The interacting inclusion model of wave-induced fluid flow

An inclusion-based model for the long-wavelength equivalent medium properties of a rock-like composite should not only be consistent with the Brown-Korringa relations for the (zero-frequency) dependence of the effective compliance tensor on the bulk modulus of the saturating fluid, but also allow for non-dilute concentrations of communicating cavities (pores, cracks, fractures, etc.) and even multiple solid constituents. As discussed by Jakobsen et al. in the proceedings of the 10th International Workshop on Seismic Anisotropy, the standard (stiffness-based) T-matrix approach to wave-induced fluid flow (which represents an extension of the ideas of Hudson and his associates) appears to be consistent with the Brown-Korringa relations if and only if the spatial distributions of inclusions/cavities are the same for all pairs of interacting inclusions/cavities.
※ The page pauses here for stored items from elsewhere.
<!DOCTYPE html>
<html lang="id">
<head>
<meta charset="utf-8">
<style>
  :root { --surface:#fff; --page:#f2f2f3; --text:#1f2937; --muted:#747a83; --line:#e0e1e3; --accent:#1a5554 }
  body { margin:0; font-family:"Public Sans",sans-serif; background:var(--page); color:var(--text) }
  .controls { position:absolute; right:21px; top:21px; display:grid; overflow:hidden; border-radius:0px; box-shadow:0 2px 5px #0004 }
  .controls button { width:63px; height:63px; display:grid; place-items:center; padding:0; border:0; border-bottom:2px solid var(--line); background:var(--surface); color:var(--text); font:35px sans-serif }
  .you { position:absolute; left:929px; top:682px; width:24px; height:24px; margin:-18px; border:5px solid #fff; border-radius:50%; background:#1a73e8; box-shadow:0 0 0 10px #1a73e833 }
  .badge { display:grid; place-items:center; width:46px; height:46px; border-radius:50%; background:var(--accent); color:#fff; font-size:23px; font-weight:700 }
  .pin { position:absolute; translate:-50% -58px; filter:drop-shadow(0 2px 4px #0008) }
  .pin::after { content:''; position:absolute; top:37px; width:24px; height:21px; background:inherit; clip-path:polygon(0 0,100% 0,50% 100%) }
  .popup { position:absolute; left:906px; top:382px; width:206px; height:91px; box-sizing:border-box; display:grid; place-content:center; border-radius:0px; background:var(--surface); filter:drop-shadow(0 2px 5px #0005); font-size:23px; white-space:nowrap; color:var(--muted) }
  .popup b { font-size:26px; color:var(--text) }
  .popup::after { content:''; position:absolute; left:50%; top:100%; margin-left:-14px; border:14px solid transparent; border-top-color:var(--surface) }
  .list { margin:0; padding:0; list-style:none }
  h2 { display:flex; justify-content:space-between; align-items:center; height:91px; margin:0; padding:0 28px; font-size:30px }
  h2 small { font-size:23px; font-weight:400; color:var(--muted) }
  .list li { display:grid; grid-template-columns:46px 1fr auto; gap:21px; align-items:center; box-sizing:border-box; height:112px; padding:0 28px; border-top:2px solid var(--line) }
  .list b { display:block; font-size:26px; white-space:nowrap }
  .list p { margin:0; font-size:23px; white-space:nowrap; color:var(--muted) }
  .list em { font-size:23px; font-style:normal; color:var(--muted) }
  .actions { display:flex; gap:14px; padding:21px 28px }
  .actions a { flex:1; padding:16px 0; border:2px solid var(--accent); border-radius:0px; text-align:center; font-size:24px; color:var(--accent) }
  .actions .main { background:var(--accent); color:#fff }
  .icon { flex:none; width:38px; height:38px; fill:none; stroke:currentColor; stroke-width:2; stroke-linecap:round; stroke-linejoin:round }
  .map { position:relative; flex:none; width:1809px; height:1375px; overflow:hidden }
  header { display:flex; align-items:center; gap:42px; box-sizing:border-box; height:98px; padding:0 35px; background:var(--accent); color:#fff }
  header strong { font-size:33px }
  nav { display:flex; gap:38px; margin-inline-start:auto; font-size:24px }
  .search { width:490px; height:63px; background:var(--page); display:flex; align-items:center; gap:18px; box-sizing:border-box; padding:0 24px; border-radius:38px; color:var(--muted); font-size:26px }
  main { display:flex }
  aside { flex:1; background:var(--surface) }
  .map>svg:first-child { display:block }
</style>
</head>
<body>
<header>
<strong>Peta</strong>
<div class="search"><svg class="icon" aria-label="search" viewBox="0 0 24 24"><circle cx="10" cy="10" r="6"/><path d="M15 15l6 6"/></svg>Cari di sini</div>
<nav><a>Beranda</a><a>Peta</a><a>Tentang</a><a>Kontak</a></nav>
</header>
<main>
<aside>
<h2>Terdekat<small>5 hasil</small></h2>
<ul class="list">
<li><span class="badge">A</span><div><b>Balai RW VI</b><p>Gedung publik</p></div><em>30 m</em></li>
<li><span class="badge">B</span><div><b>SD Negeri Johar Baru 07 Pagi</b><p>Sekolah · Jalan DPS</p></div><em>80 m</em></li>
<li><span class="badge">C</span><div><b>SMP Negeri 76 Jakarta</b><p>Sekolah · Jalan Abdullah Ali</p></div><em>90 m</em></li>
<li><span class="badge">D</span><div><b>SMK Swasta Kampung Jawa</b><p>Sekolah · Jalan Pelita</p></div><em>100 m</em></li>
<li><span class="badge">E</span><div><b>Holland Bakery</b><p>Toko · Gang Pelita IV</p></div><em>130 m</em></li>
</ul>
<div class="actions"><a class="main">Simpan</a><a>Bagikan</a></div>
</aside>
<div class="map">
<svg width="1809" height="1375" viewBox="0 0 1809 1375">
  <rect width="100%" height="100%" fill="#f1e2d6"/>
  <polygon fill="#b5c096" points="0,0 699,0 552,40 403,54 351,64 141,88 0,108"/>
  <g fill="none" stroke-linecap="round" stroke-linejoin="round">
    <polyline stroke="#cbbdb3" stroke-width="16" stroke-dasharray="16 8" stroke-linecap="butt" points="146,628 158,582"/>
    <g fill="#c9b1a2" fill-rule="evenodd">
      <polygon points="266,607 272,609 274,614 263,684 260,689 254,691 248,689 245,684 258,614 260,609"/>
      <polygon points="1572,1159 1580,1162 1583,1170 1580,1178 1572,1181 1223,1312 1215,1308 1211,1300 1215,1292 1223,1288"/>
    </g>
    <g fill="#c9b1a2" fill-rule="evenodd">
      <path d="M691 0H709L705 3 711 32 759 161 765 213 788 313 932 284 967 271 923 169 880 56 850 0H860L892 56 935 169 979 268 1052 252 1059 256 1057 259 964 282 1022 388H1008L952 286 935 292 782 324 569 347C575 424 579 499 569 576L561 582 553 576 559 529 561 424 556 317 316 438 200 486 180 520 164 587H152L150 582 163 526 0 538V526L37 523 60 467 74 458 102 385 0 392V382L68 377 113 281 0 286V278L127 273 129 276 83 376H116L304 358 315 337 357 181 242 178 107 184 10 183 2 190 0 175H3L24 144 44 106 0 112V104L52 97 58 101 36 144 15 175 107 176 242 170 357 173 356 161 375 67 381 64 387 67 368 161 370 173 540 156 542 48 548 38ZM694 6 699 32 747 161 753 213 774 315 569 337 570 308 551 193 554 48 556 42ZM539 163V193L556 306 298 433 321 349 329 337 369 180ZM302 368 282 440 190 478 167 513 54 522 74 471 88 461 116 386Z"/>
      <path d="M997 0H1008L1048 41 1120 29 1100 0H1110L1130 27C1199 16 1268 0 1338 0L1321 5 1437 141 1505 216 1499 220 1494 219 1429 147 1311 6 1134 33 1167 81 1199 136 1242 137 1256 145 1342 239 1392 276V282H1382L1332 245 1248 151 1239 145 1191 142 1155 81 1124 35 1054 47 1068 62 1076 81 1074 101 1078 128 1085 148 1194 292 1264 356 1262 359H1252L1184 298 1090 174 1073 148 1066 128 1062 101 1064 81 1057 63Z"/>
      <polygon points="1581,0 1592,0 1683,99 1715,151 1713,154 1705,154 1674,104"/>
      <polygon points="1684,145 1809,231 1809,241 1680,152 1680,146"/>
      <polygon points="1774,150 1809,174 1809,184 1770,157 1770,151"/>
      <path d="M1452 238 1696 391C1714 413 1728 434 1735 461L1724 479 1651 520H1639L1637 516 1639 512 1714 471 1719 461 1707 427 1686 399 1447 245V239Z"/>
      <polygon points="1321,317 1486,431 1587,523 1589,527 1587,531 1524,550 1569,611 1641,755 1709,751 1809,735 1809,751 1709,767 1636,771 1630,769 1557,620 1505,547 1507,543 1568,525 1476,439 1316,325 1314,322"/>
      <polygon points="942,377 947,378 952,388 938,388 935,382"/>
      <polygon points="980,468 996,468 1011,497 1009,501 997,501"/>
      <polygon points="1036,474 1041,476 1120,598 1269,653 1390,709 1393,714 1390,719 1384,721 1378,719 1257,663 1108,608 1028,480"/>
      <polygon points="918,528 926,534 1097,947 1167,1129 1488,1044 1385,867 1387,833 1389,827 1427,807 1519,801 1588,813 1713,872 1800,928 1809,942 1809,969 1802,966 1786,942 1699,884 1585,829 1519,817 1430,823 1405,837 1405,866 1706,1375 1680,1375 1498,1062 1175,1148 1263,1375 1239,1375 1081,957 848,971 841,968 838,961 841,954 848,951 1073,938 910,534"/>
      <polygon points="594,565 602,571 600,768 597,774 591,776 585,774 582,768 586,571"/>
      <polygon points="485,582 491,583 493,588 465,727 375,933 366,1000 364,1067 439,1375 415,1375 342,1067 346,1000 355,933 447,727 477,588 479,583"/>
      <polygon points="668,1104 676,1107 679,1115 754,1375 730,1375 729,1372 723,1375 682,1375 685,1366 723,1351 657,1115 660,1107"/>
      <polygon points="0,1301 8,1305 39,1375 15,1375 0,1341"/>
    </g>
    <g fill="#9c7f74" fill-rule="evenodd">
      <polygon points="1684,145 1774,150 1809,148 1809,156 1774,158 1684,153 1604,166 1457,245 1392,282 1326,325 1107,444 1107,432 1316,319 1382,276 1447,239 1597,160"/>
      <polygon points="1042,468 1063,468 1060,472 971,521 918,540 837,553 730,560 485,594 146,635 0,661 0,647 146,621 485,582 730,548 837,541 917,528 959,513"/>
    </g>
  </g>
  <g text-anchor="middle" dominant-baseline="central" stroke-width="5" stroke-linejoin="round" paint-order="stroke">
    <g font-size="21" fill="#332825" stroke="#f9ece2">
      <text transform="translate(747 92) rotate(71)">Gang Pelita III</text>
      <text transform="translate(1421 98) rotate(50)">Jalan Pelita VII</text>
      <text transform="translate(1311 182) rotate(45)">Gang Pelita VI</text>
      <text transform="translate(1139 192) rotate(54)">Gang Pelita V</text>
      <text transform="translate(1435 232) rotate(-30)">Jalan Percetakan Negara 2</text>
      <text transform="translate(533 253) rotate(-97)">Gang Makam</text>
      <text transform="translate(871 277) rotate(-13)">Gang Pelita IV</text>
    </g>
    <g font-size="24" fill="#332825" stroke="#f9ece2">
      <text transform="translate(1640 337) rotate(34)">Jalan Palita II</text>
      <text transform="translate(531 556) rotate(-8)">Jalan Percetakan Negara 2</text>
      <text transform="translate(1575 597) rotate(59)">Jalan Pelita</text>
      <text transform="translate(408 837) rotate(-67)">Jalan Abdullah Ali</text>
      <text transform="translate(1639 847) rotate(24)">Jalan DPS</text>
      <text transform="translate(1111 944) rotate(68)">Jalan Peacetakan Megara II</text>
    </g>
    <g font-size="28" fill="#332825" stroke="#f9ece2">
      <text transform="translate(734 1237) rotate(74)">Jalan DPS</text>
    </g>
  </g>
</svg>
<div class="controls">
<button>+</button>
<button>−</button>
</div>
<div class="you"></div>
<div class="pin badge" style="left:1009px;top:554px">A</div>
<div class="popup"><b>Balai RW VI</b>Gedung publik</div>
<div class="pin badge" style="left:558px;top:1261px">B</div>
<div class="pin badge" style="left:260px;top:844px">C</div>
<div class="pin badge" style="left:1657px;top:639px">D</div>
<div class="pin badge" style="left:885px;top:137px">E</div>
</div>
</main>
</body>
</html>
In the 'revised' (compliance-based) T-matrix approach to wave-induced fluid flow (presented in this paper), however, one can estimate the effective compliances as complex-valued functions of frequency in a manner which satisfies all these criteria (independent of the aspect ratios of the two-point correlation functions of ellipsoidal symmetry) and leads to rather simple analytical results in the limits of extremely low and high frequencies, provided that a certain quantity (depending on the structural correlations among the inclusions) is small. By 'revised' it is meant that a higher-order expression (which takes into account the effects of spatial distribution and strain propagation between two inclusions only) has been used when incorporating the effects of dynamic fluid pressure communication into modelling the effective viscoelastic behaviour of cracked/porous rocks. In other words, the response of a single inclusion/cavity is coupled to the overall properties in the present formalism. Numerical results suggest that the compliance-based formulation of the present paper gives the same results as the stiffness-based T-matrix approach of a previous paper if and only if the frequency is below a critical limit associated with a peak in the attenuation spectrum for a porous medium with embedded cracks that are fully aligned.